She pauses and, with a dizzying swoop into her baritone register, adds, "I literally have no other marketable skills, so I'm happy that singing is working out."
Above all, Brueggergosman is proud to be Canadian. "Like New Zealanders, we're an autonomous culture that exists close to a very strong other culture. And to maintain your individuality, you have to find ways apart from just saying, 'We're not them'."
She has long been a fan of our country and wants to make the most of her five days here. "Wherever I go, I maximise," she laughs, admitting that she would like to catch up on some of our South Pacific drum'n'bass culture.

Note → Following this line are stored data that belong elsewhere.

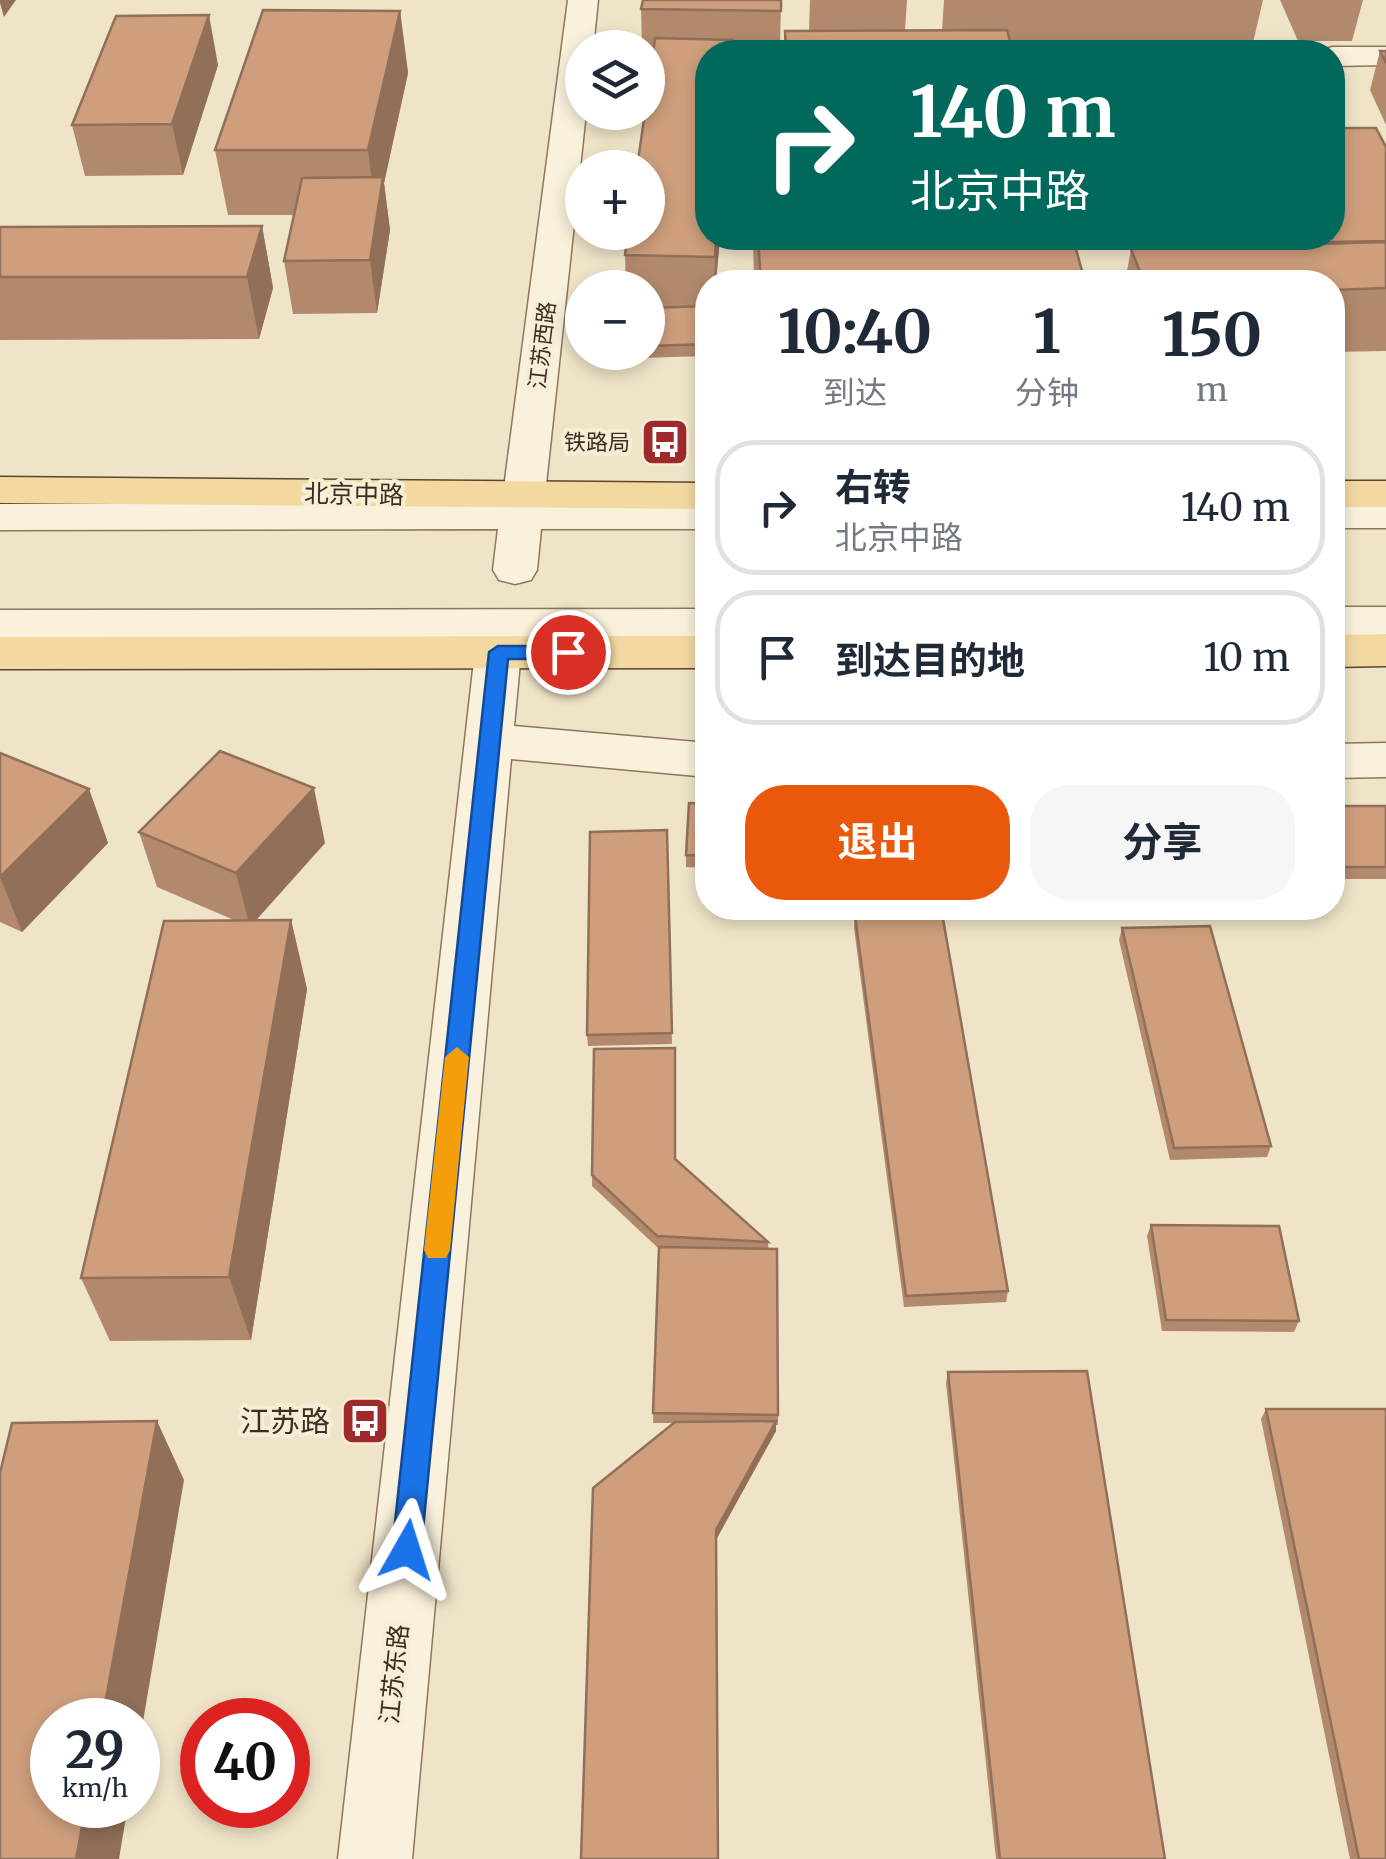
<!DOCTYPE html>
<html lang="zh">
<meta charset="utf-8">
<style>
:root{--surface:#fff;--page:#f6f6f7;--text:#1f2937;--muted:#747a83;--line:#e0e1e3;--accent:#ea580c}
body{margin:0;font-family:Merriweather,"Noto Sans SC",serif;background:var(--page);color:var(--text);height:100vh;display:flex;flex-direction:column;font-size:38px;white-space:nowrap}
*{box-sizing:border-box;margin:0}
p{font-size:32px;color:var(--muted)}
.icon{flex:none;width:55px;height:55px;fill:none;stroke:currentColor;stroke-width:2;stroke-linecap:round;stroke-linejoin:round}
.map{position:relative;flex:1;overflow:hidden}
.panel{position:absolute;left:695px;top:270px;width:650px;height:650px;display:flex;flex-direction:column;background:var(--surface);border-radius:40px;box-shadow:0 5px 15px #0003}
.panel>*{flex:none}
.top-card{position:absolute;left:695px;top:40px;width:650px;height:210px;border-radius:40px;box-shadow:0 5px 15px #0003;background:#00695c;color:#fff;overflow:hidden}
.tools{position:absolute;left:565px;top:30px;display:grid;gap:20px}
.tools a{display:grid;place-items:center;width:100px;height:100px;border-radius:50%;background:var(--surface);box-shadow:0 5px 15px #0003;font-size:50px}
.speed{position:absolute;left:30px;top:1698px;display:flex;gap:20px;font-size:50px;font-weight:700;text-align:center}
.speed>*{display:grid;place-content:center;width:130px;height:130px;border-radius:50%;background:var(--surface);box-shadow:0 5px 15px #0003;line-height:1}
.speed small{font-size:25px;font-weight:400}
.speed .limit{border:15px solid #d22;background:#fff;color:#111}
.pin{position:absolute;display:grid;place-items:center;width:85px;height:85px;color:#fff;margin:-42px;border:5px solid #fff;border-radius:50%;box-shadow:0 2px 10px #0007}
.me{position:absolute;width:110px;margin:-55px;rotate:6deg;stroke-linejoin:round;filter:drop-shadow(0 0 8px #0008)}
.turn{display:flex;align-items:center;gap:35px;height:210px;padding:0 50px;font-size:45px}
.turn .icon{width:130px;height:130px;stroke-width:2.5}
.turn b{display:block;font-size:70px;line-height:85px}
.eta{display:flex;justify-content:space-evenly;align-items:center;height:170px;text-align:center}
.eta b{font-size:60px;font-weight:700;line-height:70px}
.button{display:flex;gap:20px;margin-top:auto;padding:20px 50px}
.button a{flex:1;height:115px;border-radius:40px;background:var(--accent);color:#fff;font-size:40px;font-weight:700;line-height:115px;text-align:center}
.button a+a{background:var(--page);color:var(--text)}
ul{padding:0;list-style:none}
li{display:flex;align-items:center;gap:30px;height:135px;margin:0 20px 15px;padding:0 30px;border:5px solid var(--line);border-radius:40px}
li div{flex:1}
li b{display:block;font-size:38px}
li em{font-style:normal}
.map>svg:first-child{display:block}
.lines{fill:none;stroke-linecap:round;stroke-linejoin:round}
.minor-casing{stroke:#8d765c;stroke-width:3}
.major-casing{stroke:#5b4430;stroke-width:3}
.minor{fill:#faf1dc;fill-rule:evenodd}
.major{fill:#f3d9a0;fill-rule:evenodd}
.wall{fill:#b2896c}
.shaded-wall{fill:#916f58}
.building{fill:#cf9f7d;stroke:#916f58;stroke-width:2.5}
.route{fill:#1a73e8;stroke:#114b97;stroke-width:2.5}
.slow{fill:#f59e0b}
.labels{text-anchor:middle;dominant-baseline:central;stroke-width:8;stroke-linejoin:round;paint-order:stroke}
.far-street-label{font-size:22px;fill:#3d2e20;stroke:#f7eed8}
.far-poi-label{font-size:22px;fill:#3d2e20;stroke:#f7eed8;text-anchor:end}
.street-label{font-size:25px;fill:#3d2e20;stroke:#f7eed8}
.near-poi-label{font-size:30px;fill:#3d2e20;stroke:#f7eed8;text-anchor:end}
</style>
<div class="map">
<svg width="1386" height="1859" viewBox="0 0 1386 1859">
<rect width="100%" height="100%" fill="#f0e4c8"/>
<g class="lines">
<!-- minor casing -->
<g class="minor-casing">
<path id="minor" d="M568 0H598L593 48H582V112H586L544 503H708V529H541L537 570 531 580 515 584 499 580 493 570 498 529 0 530V504L502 503Z
M1332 47H1386V65L1332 66V52H1319Z
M1332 502H1386V528H1332Z
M1332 607H1386V637H1332Z
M708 609V639H506L514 641 521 652 514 726 708 743V777L511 759 412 1859H338L475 652 482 641 490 639 0 640V610Z
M1386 743V777L1332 778V744Z"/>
</g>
<!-- major casing -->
<g class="major-casing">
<path id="major" d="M0 477 708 483V509L0 503Z
M1332 481H1386V507H1332Z
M1386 634V666L1332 667V635Z
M708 636V668L0 669V637Z"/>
</g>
<!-- minor -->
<use href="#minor" class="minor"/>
<!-- major -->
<use href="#major" class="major"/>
</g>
<!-- wall -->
<path class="wall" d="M781 0 780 49 732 48 708 238H720L716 282H708V356L639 358V352H648V288H626L625 255 654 47H642L641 9Z
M810 0H907L905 30H942L944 0H1263L1252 47 1071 52H1068L1069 47 1011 48 1013 52H784L785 31H809Z
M1280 0H1363L1352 41H1298Z
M400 11 408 73 384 183 390 230 377 313 293 314 284 261 294 215H228L215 150Z
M1380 51H1386V125L1370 90Z
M218 65 183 175 85 176 72 125Z
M1386 147V351L1332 352V282H1125L1131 249H1134L1130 238H1332Z
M262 226 273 288 259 339 0 340V227Z
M753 238H1073L1085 282H754Z
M0 753 89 789 108 843 22 932 0 922Z
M708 804V868L686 867V855Z
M1332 806H1386V879H1332Z
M667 830 672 1044 588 1046 587 1035Z
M139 832 325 843 256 920H291L307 989 251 1340 110 1341 81 1278 234 920 157 887Z
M855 916 1008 1291 1006 1302 904 1307 854 928Z
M1122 928 1271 1146 1267 1157 1170 1160 1119 940Z
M675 1159 768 1242 778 1415V1425H776V1431L716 1539 673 1423H653L659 1248 657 1247 592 1186V1175Z
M1151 1225 1299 1321 1294 1332 1162 1331 1147 1236Z
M948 1372 1165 1859H996L946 1383Z
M1266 1409 1386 1859H1350L1261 1419Z"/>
<!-- shaded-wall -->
<path class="shaded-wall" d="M0 0H16L4 17 0 3Z
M400 11 408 73 384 183 390 230 377 313 370 260 376 215 368 150Z
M209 15 218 65 183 175 172 124Z
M262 226 273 288 259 339 247 277Z
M716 238H720L716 282H714Z
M314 788 325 843 250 927 236 873Z
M89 789 108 843 22 932 0 877Z
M291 920 307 989 251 1340 229 1277Z
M157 1421 184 1480 138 1751V1720H102Z
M776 1421V1431L716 1540V1530Z
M86 1805H128L119 1859H76Z"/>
<!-- building -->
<path class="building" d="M643 0H781V11L641 9Z
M263 10 400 11 368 150H215Z
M209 15 172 124 72 125 116 16Z
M1007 30 1013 52H786L785 31Z
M655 38 732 40 731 52H708V238H716L715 257 625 255 628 232H648V168H637L645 112H648V92Z
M1228 45 1231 52H1071L1069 46Z
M1380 51H1386V63Z
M1332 128H1376L1386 147V241L1154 245 1152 238H1332Z
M383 177 370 260 284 261 302 178Z
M262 226 247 277H0V227Z
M758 238H1073L1085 282H761Z
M1386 242V288L1332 290V282H1144L1131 249Z
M708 306V344L648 346V308Z
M220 751 314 788 236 873 139 832Z
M0 753 89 789 0 877Z
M689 803 708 804V856L686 855Z
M1332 806H1386V867H1332Z
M667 830 672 1033 587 1035 590 832Z
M942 913 1008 1291 906 1296 855 916Z
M291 920 229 1277 81 1278 164 921Z
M1210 926 1271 1146 1174 1148 1122 928Z
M675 1048V1159L768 1242 657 1236 592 1175 594 1049Z
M1151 1225 1279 1226 1299 1321 1166 1320Z
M659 1247 777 1249 778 1415 653 1413Z
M1087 1371 1165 1859H1000L948 1372Z
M1266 1409H1386V1859H1359Z
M157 1421 102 1720H52V1805H86L76 1859H0V1473L12 1423Z
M776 1421 716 1530 718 1859H581L593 1488 675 1422Z"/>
<!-- route -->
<path class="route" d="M498 646H568L578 652 568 659H508L421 1550 417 1560 407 1564 396 1560 392 1550 489 652Z"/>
<!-- slow -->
<path class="slow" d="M457 1047 469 1057 450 1250 446 1258H428L424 1250 445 1057Z"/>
<!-- icons -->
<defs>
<g id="bus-square" transform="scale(2.5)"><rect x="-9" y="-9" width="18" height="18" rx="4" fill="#9e2a2b" stroke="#f7eed8"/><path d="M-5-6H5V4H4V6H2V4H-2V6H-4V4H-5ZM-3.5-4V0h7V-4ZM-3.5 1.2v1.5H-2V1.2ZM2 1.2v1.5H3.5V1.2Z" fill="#fff"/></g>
</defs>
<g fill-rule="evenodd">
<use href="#bus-square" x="665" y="442"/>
<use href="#bus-square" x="365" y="1421"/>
</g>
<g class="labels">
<!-- far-street labels -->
<g class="far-street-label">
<text transform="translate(542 345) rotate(-83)">江苏西路</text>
</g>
<!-- far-poi labels -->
<g class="far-poi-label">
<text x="630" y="442">铁路局</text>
</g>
<!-- street labels -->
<g class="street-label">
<text transform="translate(354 494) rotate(1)">北京中路</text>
<text transform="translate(394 1674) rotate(-84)">江苏东路</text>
</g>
<!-- near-poi labels -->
<g class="near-poi-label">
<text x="330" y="1421">江苏路</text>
</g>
</g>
</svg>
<div class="tools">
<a><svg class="icon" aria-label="layers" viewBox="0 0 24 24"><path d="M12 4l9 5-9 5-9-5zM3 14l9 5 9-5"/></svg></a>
<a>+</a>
<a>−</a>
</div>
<div class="speed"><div>29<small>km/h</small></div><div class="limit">40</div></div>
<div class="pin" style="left:568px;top:652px;background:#d93025"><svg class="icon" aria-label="arrive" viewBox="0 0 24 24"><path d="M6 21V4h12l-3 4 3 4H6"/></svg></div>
<svg class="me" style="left:407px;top:1550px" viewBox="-20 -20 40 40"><path d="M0-17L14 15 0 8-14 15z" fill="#1a73e8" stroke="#fff" stroke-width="4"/></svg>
<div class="top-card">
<div class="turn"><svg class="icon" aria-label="right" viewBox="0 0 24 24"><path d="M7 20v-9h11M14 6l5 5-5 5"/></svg><div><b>140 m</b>北京中路</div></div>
</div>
<section class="panel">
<div class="eta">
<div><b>10:40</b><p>到达</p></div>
<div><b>1</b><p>分钟</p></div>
<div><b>150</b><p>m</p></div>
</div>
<ul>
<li><svg class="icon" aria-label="right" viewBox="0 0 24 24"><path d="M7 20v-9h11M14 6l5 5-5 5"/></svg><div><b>右转</b><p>北京中路</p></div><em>140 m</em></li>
<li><svg class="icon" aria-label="arrive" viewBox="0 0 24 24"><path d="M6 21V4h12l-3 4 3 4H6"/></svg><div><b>到达目的地</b></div><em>10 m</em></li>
</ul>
<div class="button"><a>退出</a><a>分享</a></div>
</section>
</div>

"I have this Shapeshifter album that blows my mind. And is there any way I could get to hang out with Jay Z and Fat Freddy's Drop?"
I point out that the APO has worked extensively with South Auckland hip-hop culture in the ongoing Remix the Orchestra project. Brueggergosman is ecstatic in a way only a true diva can be.
"Trinity Roots, the Black Seeds and all your guys are doing it right. Drum'n'bass and symphonic music were born to be together and a lot of that stuff is happening in New Zealand."
We rove over some of her unexpected but high profile activities, such as singing the Olympic Hymn at Vancouver's 2010 Winter Olympics. "All those people and the millions who see it on TV, and all I was thinking was, 'God, please help me remember the words'."
A judge on Canada's Got Talent, she admits that "if you have a Kiwi brand of crazy, then this is the Canadian one. You get everything from Winnipeg cloggers to East Indian Bollywooders," she laughs. "I learned so much about our country."
"Pourquoi pas?" crops up regularly in our conversation. It's a neat encapsulation of the soprano's life philosophy. "I kind of like this whole weird, drop-in-the-pan sort of life, where everything has the built-in motto of 'why not?"'
Brueggergosman is suddenly serious when we talk of the Strauss songs she will give us next Thursday. She learned them as a student in Germany "to sing with a little orchestra in Bamberg", but realised from the start that "these songs were very important; monumental touchstones of the repertoire".
She puts forward a goddess list of the great interpreters who have gone before her, names like Elisabeth Schwarzkopf, Jessye Norman and Regine Crespin.
"Singing these songs makes you feel you're part of this crazy, exclusive club," she laughs. "These wonderful words fell off the lips of some of the greatest people of all time."
And I suspect that any of those goddesses would be only too happy to find a place for the Canadian soprano on their musical Olympus.